The document analyses a number of metadata standards and seeks to elucidate the principles and frameworks which underpin those standards, and to highlight that it is the differences and incompatibilities in those principles and frameworks which ultimately create obstacles to the development of systems working across multiple standards. Until we meet the challenge of addressing these contradictions, by "harmonizing" our metadata standards, the effective exchange of metadata instances between systems based on different standards will always be fraught with difficulty.
The paper concludes with a "manifesto" of concrete points of action for the harmonization of metadata standards generally, with specific reference to the case of the IEEE Learning Object Metadata (LOM) standard and Dublin Core, in five areas:
- Identification: The use of URIs as globally scoped identifiers for metadata terms.
- Abstract Models: The synchronisation of standards at the level of their abstract models, rather than through (complex, lossy) mapping between instances of different, often incompatible, abstract models.

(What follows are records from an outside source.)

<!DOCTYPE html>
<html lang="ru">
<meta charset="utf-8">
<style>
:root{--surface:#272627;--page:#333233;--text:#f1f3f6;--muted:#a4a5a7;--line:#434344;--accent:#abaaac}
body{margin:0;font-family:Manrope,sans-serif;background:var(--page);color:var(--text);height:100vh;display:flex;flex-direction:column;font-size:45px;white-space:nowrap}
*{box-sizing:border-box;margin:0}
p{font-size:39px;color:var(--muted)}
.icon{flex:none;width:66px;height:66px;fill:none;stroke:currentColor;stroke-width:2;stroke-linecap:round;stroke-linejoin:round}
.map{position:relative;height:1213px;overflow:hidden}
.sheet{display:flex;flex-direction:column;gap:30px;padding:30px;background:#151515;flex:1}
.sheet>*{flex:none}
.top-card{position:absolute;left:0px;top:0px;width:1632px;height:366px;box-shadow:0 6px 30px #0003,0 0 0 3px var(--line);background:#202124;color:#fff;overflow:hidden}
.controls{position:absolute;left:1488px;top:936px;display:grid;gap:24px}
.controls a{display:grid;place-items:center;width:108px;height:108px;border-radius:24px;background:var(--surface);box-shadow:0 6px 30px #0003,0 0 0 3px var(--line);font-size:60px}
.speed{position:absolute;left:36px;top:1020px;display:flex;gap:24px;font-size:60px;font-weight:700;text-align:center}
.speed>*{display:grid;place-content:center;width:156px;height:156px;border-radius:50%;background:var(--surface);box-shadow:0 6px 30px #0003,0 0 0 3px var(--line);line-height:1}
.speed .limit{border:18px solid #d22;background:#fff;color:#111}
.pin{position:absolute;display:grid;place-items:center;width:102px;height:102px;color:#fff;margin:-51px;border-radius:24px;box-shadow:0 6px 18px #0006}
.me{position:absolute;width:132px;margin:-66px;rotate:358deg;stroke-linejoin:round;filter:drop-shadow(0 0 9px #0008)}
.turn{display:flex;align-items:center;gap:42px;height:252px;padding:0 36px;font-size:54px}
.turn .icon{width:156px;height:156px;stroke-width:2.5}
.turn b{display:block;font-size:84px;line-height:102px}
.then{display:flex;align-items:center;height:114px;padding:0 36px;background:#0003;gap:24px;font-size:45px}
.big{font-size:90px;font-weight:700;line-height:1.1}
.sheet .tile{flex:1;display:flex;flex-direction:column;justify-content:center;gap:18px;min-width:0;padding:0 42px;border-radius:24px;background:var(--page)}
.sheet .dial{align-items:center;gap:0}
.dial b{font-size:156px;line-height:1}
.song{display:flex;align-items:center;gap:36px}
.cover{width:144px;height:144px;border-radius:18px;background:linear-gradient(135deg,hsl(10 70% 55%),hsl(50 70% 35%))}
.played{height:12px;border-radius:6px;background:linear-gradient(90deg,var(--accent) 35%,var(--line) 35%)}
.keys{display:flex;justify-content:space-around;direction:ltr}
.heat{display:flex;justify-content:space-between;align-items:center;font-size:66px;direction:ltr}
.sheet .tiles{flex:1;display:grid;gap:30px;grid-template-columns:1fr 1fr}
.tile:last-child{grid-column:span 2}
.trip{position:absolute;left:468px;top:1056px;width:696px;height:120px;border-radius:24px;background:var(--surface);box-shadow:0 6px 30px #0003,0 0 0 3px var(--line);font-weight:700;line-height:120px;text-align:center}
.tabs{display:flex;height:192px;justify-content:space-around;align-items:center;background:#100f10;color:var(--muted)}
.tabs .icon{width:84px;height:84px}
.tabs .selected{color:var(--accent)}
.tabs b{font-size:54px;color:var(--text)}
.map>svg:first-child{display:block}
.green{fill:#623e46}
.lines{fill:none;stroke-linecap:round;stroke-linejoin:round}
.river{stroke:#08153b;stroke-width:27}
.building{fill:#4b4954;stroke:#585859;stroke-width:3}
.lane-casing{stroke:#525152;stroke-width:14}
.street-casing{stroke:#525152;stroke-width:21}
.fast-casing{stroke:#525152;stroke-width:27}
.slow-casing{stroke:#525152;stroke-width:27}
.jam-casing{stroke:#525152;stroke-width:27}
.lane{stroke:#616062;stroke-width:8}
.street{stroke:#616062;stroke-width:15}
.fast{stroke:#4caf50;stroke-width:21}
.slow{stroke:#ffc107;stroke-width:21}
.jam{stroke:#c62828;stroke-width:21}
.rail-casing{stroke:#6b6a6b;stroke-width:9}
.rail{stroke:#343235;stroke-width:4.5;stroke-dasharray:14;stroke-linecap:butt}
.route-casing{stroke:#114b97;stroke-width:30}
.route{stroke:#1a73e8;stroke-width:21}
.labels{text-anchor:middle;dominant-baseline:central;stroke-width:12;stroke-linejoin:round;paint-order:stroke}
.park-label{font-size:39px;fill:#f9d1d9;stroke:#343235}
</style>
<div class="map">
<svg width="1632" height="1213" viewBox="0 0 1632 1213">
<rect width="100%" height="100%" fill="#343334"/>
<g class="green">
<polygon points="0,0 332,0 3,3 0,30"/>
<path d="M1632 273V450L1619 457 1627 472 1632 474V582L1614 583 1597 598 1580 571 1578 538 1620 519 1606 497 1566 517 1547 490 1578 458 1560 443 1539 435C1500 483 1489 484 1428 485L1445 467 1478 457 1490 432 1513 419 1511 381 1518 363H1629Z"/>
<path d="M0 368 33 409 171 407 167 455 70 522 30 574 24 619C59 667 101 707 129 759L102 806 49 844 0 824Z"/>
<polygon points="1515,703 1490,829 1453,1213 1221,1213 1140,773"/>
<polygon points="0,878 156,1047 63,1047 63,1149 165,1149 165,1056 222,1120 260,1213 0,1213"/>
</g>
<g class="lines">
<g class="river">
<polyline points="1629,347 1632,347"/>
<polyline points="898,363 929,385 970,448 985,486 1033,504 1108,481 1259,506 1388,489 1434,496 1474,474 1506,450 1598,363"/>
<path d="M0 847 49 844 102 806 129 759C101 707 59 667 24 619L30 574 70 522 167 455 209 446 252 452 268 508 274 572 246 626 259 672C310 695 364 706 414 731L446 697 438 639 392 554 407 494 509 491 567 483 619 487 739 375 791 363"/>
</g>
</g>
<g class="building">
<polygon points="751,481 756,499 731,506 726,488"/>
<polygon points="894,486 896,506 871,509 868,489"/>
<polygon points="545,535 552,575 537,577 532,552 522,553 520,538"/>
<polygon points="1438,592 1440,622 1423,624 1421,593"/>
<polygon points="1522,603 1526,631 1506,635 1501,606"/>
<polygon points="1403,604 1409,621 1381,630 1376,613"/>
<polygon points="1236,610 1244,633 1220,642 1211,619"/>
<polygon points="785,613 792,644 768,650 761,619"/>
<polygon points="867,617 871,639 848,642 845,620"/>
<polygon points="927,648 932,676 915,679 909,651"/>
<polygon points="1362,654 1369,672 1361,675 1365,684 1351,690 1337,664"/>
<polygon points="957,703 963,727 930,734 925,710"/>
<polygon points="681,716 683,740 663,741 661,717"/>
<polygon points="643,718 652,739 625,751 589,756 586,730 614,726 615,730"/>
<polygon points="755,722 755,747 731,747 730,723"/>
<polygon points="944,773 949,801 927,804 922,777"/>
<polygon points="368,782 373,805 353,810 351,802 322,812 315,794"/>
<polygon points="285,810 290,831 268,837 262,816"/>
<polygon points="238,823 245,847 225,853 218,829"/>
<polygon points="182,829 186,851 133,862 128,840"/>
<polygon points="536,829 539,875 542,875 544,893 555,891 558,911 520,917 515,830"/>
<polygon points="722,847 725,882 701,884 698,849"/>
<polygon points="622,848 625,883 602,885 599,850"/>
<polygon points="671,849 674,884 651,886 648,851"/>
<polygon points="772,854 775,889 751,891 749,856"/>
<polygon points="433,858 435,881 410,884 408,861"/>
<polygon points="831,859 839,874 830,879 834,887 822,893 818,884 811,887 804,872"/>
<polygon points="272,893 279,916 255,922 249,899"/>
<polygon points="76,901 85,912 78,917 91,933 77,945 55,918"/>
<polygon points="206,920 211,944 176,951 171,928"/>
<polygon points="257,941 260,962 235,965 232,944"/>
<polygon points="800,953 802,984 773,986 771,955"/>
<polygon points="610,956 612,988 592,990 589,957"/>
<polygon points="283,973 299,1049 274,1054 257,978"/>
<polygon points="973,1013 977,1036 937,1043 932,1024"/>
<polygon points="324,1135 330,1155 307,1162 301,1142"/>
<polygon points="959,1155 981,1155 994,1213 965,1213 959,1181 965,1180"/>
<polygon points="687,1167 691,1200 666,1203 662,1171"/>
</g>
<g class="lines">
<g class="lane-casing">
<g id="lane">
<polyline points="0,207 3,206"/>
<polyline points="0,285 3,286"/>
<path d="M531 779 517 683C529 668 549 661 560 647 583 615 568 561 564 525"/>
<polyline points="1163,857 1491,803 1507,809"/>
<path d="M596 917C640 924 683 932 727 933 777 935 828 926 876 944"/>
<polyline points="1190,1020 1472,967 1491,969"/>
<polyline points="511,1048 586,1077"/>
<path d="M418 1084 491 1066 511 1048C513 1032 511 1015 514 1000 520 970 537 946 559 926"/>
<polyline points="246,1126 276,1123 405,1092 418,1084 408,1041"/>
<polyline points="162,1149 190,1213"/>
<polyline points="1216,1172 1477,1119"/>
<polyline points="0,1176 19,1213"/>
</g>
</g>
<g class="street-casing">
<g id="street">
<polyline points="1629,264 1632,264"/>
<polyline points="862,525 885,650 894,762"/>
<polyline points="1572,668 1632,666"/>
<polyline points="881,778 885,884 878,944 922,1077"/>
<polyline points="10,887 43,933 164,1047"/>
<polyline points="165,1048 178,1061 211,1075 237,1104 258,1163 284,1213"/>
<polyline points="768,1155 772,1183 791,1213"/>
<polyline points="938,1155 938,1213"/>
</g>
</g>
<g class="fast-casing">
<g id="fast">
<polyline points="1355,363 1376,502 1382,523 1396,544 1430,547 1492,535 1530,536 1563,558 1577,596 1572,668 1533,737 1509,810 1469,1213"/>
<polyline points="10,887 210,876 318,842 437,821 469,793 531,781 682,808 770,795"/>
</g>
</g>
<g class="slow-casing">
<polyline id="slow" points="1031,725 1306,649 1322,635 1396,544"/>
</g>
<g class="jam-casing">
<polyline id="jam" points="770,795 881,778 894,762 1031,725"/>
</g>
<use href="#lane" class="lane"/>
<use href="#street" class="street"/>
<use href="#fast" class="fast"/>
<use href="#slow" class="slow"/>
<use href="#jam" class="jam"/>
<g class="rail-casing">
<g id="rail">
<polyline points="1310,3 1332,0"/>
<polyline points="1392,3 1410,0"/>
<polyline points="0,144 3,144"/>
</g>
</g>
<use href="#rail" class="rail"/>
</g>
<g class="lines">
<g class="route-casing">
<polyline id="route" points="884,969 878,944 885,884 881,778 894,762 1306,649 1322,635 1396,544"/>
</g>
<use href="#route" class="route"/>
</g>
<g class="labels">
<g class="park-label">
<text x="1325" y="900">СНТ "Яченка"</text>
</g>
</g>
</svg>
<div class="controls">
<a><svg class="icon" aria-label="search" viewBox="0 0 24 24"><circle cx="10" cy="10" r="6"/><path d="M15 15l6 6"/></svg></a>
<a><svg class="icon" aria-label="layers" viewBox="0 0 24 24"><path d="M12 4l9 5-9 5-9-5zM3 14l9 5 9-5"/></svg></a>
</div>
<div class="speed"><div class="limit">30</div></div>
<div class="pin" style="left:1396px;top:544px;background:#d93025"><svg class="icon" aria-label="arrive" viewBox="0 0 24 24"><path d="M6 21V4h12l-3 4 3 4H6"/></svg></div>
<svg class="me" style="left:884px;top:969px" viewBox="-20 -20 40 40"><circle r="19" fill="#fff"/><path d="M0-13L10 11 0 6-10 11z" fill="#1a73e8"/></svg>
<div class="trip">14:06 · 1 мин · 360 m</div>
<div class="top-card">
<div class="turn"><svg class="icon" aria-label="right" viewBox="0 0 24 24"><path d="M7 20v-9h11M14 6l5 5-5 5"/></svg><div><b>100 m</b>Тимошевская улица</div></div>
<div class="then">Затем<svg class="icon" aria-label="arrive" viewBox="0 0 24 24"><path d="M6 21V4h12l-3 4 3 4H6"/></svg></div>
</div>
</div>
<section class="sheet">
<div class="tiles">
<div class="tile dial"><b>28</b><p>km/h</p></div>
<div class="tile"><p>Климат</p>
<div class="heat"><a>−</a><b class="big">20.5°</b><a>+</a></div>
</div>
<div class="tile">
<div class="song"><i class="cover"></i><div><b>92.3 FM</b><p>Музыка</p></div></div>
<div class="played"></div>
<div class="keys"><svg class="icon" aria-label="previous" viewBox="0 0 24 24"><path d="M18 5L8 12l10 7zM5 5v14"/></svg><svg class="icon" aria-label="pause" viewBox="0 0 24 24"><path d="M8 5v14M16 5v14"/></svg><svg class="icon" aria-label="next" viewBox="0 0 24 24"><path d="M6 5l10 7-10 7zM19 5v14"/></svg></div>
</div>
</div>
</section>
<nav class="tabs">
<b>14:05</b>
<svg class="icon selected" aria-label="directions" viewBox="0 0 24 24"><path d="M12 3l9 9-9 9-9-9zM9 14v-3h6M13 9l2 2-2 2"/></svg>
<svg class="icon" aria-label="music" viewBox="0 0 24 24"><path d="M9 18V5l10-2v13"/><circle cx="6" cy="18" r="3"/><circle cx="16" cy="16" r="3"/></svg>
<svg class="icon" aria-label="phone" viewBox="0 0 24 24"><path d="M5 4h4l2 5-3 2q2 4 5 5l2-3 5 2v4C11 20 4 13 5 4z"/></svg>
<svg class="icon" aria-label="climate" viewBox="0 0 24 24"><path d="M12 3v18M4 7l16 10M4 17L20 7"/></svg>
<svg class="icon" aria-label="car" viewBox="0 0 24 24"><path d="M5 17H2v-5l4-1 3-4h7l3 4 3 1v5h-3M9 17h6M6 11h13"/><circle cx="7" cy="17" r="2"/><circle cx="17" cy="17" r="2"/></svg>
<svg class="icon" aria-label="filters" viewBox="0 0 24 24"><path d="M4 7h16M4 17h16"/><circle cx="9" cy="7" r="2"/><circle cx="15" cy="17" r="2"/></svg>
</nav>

- Vocabulary Models: Closely related to the previous point, since the type of metadata term to be described is determined by features of the abstract model, alignment of the ways "element vocabularies" are described, with a recommendation to use RDF Schema. (I think I would have liked to see a bit more qualification/elaboration of this point, and emphasis of the dependency on an RDF-compatible abstract model: the solution isn't, IMHO, as straightforward as producing an RDFS property description corresponding to each "element" of a vocabulary which was constructed for use in the context of a tree-based model - my old "hobby horse" that a "LOM data element" is quite a different sort of thing from a "Dublin Core element".)
- Application Profile Models: A shared understanding of what constitutes a metadata application profile.
- Metadata formats: Syntaxes must be grounded in the abstract model(s): it is the model which drives the representation in a concrete syntax.
The paper reprises and refines some of the themes that have been addressed in earlier papers (e.g. a paper at DC-2006 on metadata frameworks and a book chapter written around the same time), but I think it provides a nice distillation of those ideas, brings in some of the current context (including the sort of informal, "subjective" metadata surfaced in many "Web 2.0" contexts and Erik's recent work on "attention metadata"), and extends them to guidance to standards developers on some practical steps for action.
The paper concludes - and here I can hear the characteristically resilient and upbeat voice of Mikael, who is always keen to point out to me that the glass I see as half-empty is in fact half-full! :-) - :
Together, these two initiatives [the IEEE LOM/Dublin Core harmonization effort and the Resource Discovery & Access (RDA) work in the librray community], both of which include important contributions from ProLEARN members, demonstrate important progress towards harmonization of several important metadata domains – generic metadata using Dublin Core, educational metadata, and library metadata, as well as a widening from the all-digital domain to the domain of physical artefacts (books).
Harmonizing metadata specifications in the way outlined in this document seems an overwhelming task, but the steady flow of important developments still makes the future seem bright.